500 Words a Week - Dealing with Self-Doubt
Self-doubt is something that we need, a healthy level anyway. A healthy sense of self-doubt keeps us in check. It allows us to accurately judge our current skills and capacities, see where our deficiencies lie and helps us work on them. It’s just in most cases, we can let our self-doubt get the better of us. In these situations, we can become over cautious, and stop ourselves taking the very actions that would help us or others.
We can become paralyzed, replaying questions in our mind, asking ourselves if we are good enough or if we will ever be good enough.
So then how do we overcome this at times crippling self-doubt?
You build a stack of evidence that says you are exactly what you say you are (Paraphrase from Alex Hormozi). This can be a slow process, and while each day it might feel like we are getting nowhere. We are slowly adding layers. Each layer not noticeable to us, but when they begin to accumulate, we begin to see the evidence stacking up.
I think this is why we should devote time to reflection, beyond just thinking about the day or week we’ve had. Think about where you were 1, 3, or 5 years ago. What would that person say about the one who is looking in the mirror now?

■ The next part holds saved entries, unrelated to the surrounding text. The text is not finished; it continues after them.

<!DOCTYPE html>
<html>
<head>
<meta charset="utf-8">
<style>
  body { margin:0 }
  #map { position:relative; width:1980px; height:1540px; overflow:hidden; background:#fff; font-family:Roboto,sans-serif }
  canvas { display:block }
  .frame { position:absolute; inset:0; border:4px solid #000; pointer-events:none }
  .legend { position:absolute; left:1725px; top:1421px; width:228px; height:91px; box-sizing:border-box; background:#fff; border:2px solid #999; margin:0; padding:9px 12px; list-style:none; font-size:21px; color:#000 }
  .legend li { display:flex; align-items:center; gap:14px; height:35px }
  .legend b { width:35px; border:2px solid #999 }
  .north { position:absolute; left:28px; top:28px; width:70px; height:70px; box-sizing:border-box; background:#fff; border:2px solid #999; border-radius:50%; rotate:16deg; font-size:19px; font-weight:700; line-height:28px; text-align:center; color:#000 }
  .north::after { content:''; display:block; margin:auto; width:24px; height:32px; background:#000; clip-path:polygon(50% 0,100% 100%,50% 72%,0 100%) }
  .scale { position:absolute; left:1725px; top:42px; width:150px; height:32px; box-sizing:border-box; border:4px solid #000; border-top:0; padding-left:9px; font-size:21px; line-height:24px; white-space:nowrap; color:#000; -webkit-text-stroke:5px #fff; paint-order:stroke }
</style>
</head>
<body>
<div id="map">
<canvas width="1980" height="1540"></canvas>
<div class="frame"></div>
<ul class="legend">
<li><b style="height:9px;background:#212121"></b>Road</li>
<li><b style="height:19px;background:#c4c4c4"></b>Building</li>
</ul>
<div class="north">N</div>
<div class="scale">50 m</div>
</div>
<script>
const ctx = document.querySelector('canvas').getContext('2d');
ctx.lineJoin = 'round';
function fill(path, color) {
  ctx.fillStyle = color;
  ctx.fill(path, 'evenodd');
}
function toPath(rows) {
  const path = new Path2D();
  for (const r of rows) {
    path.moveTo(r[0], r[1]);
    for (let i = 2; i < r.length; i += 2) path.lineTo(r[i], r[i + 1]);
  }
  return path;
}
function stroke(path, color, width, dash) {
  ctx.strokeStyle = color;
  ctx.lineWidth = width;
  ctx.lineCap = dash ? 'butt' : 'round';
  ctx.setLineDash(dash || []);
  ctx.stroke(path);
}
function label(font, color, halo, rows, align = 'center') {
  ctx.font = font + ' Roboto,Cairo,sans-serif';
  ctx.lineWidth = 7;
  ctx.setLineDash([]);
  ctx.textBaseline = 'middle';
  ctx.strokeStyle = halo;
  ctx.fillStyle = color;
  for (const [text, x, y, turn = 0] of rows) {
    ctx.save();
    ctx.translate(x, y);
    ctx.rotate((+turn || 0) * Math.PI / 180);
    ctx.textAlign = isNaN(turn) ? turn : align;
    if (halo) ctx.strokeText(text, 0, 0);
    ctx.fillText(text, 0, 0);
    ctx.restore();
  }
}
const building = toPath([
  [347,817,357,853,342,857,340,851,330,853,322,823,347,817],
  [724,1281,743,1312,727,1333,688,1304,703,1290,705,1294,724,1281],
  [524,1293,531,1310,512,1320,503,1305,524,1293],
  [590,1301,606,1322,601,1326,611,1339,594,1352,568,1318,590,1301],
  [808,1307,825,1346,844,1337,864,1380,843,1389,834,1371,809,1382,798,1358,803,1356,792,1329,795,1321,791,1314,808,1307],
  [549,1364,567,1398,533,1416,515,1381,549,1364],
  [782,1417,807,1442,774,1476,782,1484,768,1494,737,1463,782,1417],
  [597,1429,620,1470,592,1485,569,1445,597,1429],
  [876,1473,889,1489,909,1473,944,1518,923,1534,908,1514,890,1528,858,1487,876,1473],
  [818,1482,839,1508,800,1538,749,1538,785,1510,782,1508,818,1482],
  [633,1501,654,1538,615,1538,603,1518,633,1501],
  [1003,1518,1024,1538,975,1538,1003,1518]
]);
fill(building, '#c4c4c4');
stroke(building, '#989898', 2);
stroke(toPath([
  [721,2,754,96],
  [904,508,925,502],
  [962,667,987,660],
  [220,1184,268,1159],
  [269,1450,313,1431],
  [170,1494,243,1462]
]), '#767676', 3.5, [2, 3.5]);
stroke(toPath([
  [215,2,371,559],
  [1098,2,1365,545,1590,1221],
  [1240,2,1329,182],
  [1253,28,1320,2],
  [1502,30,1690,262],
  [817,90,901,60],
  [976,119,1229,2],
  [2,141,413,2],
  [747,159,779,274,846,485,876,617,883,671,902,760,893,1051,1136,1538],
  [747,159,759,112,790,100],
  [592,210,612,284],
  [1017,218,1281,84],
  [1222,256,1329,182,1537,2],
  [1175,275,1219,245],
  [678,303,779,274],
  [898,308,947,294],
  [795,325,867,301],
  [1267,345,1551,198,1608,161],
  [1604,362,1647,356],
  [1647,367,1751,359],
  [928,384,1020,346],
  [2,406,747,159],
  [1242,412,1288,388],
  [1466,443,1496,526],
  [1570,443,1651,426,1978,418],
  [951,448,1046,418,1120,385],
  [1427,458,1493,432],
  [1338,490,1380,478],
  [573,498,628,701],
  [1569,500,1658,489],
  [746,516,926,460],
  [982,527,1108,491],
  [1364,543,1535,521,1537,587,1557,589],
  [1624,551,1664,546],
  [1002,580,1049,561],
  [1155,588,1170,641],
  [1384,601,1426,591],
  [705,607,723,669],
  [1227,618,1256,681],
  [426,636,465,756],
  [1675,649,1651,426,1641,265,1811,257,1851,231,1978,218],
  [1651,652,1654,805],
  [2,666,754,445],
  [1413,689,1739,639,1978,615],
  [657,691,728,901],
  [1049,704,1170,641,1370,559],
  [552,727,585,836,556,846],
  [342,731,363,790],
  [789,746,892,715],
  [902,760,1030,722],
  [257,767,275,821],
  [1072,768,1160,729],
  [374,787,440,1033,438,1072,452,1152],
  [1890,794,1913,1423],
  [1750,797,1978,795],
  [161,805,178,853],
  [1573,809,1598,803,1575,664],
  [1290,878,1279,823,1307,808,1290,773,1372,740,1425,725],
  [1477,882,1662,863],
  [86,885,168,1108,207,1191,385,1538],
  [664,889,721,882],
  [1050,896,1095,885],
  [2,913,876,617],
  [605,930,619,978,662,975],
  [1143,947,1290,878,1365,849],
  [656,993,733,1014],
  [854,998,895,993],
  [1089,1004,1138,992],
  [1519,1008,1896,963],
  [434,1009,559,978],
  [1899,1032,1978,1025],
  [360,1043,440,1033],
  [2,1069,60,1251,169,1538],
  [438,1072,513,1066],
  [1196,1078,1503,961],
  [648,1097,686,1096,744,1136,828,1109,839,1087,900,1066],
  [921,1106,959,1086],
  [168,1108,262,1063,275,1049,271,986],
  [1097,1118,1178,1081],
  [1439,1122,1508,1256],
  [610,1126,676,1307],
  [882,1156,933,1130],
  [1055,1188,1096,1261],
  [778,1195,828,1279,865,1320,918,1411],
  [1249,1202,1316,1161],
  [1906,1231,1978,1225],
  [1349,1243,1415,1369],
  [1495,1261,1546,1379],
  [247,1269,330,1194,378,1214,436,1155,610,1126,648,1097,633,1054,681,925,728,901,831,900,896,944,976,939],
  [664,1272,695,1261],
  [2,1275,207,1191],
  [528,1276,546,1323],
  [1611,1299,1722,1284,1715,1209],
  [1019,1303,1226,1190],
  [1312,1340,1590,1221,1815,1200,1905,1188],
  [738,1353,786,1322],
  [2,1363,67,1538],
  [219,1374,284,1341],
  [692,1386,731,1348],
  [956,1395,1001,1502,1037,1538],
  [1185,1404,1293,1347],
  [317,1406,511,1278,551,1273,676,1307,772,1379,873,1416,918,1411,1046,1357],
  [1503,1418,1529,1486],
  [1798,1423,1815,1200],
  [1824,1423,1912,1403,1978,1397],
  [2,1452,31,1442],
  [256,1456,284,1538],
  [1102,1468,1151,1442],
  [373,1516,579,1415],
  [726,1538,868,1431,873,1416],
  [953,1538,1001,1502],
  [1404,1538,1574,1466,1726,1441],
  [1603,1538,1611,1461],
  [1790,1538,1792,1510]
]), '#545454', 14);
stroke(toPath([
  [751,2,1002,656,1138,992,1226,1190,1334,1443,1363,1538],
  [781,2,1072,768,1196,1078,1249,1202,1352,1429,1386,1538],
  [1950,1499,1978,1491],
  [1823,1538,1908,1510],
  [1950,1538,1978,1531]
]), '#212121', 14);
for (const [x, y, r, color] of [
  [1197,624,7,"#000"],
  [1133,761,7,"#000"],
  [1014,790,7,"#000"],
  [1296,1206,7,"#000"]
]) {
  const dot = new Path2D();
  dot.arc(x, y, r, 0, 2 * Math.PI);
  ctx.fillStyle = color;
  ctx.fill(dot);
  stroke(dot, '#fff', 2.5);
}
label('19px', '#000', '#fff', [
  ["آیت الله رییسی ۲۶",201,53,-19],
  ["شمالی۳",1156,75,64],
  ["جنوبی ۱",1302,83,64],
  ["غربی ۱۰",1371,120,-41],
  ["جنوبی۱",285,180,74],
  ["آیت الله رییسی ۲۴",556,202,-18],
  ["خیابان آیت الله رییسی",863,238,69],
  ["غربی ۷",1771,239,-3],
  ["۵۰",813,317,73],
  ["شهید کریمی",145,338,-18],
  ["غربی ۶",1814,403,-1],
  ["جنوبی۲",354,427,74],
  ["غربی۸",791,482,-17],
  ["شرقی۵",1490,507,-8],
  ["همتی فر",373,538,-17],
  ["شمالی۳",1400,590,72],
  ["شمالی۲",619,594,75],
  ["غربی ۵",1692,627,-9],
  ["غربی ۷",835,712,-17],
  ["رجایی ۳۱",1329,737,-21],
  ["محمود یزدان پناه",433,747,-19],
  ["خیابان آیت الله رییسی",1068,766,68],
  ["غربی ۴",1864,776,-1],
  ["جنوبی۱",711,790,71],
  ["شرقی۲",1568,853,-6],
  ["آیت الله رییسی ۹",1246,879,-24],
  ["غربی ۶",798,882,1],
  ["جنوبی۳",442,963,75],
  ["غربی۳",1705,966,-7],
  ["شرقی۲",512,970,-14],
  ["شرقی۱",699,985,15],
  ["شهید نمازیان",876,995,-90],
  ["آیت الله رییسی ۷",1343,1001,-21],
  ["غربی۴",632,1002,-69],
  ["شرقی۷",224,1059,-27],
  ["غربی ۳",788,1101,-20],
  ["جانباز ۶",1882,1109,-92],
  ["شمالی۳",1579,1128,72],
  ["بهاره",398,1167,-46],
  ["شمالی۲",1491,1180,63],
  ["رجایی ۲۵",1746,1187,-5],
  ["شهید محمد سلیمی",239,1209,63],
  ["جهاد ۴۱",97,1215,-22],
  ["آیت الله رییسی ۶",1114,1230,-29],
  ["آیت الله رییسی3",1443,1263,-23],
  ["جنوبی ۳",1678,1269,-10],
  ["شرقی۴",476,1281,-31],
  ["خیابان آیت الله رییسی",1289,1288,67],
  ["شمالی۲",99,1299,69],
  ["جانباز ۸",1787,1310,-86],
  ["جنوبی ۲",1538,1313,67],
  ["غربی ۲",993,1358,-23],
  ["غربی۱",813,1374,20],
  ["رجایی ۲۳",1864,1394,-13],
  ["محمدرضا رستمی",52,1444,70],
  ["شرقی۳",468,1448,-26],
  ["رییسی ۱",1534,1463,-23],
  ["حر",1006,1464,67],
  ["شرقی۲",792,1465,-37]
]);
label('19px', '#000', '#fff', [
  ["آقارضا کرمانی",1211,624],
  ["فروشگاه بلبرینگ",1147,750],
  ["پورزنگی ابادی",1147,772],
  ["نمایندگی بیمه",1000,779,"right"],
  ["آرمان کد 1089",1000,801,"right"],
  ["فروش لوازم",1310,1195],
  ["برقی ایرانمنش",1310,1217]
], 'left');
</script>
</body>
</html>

How else do we help keep our self-doubt in check? I think some of it stems from our tendency for comparison. The below is a quote from Naval on jealousy/ comparison, which I like as it reminds us how fickle jealously can be.
"When I was young, I had a lot of jealousy in me... I learned to get rid of it. It still crops up every now and then. It's such a poisonous emotion because, at the end of the day, you're no better off, you're unhappier, and the person you're jealous of is still successful or good-looking, or whatever they are.
I realised that all these people that I was jealous of, I couldn't just cherry-pick and choose little aspects of their life. I couldn't say I want his body; I want her money; I want his personality.
You have to be that person. Do you want to actually be that person with all of their reactions, their desires, their family, their happiness level, their outlook on life, their self-image? If you're not willing to do a wholesale, 24/7, 100% swap with who that person is, then there is no point in being jealous."
I think other times when self-doubt is high, is when we are trying to portray an image. When we are trying to be something or someone we are not. As Steve Magness has said, confidence comes from “being comfortable with who you are and what you’re capable of, even when you fail.” No wonder we doubt ourselves when we are portraying an image. How can we feel comfortable and confident if we are playing a role? Equally, we are going to feel doubt if we are trying to live by other people’s definition of what success looks like.
While self-doubt can be helpful and it’s a complete natural part of life, but sometimes we can feel it spiralling out of our control and becoming lost in it. It’s during times like these can we remember to be a little kinder to ourselves, can we remember how far we have come over the years, can we remember the evidence we’ve built up.